Immigration

Krikorian: Convicts should pass test to regain voting rights


Imagine2050 Staff • Jun 03, 2015
 

By Lindsay Schubiner and Aaron Flanagan

Center for Immigration Studies Executive Director Mark Krikorian proposed that citizens convicted of a felony should be required to pass a test before regaining the right to vote, much like immigrants seeking to become citizens must pass a test to naturalize.

Krikorian’s piece, published on May 26 at the National Review Online, highlights the shared threat from the right wing that targets immigrant communities and black communities alike, often placing black immigrants in an extraordinarily vulnerable position.

Not surprisingly, Krikorian is once again letting his bigotry show.

Krikorian push for integration unclear

Krikorian writes that conservatives should “give the issue of re-enfranchisement more thought,” given that  “a large share of… our black fellow citizens [are] formally disenfranchised because of past criminality.” In fact, the disproportionate disenfranchisement of black citizens based on felony convictions results from many causes, including the criminalization of black communities, poverty and lack of opportunity due to structural racism, police enforcement disproportionately targeting black communities, and more. One thing you won’t see on this list, however, is a greater incidence of “criminality” among black communities, an openly racist assertion which Krikorian falsely implies is the cause of disproportionate felony disenfranchisement.

Krikorian also suggests that society must “politically [reintegrate] those released felons who are interested,” but the reader is left to guess exactly what they must integrate into. (If history is any guide, we must imagine that reintegration may be a moving target of white cultural norms intended to continue to deny rights to people of color while dividing communities of color based on respectability politics.) Yet Krikorian’s focus on reintegration is merely a distraction from the real issue: racially biased laws and systems in our society that disproportionately deny black people the right to vote. In order to politically reintegrate disenfranchised people, our government must, by definition, simply give them the right to vote.

Krikorian’s advocacy for a world in which civil rights are not guaranteed for immigrants and people of color goes hand-in-hand with the establishment (or expansion) of a racialized underclass denied rights and made vulnerable to exploitation.

Next, Krikorian takes the reader on a trip back in time to explore the uses of more explicit racial barriers to voting. He seems determined to take the first step toward bringing poll taxes and literacy tests back from the history books.

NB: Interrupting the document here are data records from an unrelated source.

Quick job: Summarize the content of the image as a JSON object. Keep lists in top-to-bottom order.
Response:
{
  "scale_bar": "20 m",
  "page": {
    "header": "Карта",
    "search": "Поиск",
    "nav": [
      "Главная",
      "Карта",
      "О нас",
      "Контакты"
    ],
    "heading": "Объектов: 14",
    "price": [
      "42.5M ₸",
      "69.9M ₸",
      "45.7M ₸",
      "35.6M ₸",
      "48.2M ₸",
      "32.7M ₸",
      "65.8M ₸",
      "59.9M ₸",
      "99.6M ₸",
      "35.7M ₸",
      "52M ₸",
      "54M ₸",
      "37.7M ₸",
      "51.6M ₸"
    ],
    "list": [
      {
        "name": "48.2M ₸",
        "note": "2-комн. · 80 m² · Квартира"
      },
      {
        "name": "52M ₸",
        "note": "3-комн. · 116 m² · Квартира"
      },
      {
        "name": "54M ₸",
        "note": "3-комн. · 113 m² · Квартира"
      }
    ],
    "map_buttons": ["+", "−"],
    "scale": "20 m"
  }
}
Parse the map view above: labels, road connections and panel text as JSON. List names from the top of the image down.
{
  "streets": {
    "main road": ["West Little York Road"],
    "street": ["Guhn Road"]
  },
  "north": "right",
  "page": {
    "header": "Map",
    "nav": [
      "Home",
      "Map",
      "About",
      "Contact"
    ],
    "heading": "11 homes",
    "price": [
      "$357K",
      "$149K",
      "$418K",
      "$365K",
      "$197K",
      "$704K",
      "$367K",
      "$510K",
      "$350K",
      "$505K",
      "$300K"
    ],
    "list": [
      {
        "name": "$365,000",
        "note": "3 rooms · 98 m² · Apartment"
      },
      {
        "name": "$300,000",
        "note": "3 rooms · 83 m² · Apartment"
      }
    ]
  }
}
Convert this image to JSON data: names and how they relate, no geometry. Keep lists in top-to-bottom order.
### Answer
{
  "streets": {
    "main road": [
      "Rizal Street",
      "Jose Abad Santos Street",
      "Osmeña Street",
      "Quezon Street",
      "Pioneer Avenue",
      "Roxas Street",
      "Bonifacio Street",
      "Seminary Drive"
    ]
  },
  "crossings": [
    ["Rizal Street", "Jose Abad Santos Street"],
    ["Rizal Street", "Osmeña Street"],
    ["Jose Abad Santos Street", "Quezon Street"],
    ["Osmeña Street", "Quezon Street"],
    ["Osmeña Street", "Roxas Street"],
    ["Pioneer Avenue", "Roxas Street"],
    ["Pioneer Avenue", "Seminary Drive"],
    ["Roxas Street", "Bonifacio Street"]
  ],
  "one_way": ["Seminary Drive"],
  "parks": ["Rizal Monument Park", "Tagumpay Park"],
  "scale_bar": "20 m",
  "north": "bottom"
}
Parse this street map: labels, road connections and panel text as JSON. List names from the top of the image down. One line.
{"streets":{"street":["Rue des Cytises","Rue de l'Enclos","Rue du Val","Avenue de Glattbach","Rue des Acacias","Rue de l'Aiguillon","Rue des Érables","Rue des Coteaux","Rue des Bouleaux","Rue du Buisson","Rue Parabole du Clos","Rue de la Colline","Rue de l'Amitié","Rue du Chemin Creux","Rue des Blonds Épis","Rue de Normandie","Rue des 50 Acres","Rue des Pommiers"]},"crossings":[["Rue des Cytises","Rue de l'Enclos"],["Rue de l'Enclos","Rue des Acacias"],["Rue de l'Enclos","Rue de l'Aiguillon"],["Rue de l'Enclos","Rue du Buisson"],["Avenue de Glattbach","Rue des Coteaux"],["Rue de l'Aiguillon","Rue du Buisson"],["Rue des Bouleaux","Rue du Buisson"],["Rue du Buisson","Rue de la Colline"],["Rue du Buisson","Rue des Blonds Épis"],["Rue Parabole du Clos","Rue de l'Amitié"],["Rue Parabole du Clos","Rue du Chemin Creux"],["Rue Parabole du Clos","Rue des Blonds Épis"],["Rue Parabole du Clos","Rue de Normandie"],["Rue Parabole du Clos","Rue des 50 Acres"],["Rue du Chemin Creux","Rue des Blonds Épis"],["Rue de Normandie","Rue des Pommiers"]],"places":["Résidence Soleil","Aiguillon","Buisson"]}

Krikorian writes that requiring citizens previously convicted of a felony to pass a civics test before voting “would send the message that re-enfranchisement is not merely a matter of paperwork but of a moral readmission to the political community.” Again, this language is smoke and mirrors designed to disguise what would likely be a costly process (think poll tax) designed to disenfranchise people of color based on a biased test (think literacy test).

Of course, there is no reason to build additional barriers to civil rights for people of color who have already completed their sentence under a discriminatory and, by many accounts, out of control carceral system — except the desire to continue to exclude people of color from participation in the political system. Ultimately, many people may never enroll in this process of “moral readmission,” but those who do would likely be submitting to a humiliating process of forced penitence for a crime for which they have already served time.

Notably, Krikorian has some experience in implementing his vision for a “moral readmission to the political community.” He volunteered teaching civics classes for green card holders at Catholic Charities — that is, until he was fired after the Washington Post published a feature length story on him.

Krikorian’s advocacy for a world in which civil rights are not guaranteed for immigrants and people of color goes hand-in-hand with the establishment (or expansion) of a racialized underclass denied rights and made vulnerable to exploitation.

Anti-immigrant attacks on voting rights reach Supreme Court

Frighteningly, Krikorian is not the only one attacking voting rights from the anti-immigrant movement.

Just this week, the Supreme Court agreed to hear a case intended to undermine the voting power of immigrant and Latino communities. This case could change the way voting districts are measured and effectively eliminate from the political system entire communities of non-voting immigrants, children, and individuals disenfranchised via criminal records.

The anti-immigrant movement has long sought to erode civil rights for many by targeting immigrants and their communities. They are once again bringing citizens who are people of color into their sights in a play to further consolidate white-majority political power. This should not be a surprise, given that the anti-immigrant movement was founded by white nationalist John Tanton, but it remains outrageous.

A threat this immense will require a strong, united response to preserve existing civil rights and to build toward an increasingly inclusive vision of racial justice.

Lindsay Schubiner is the Senior Program Manager at the Center for New Community. Aaron Flanagan is the Director of Research at the Center for New Community.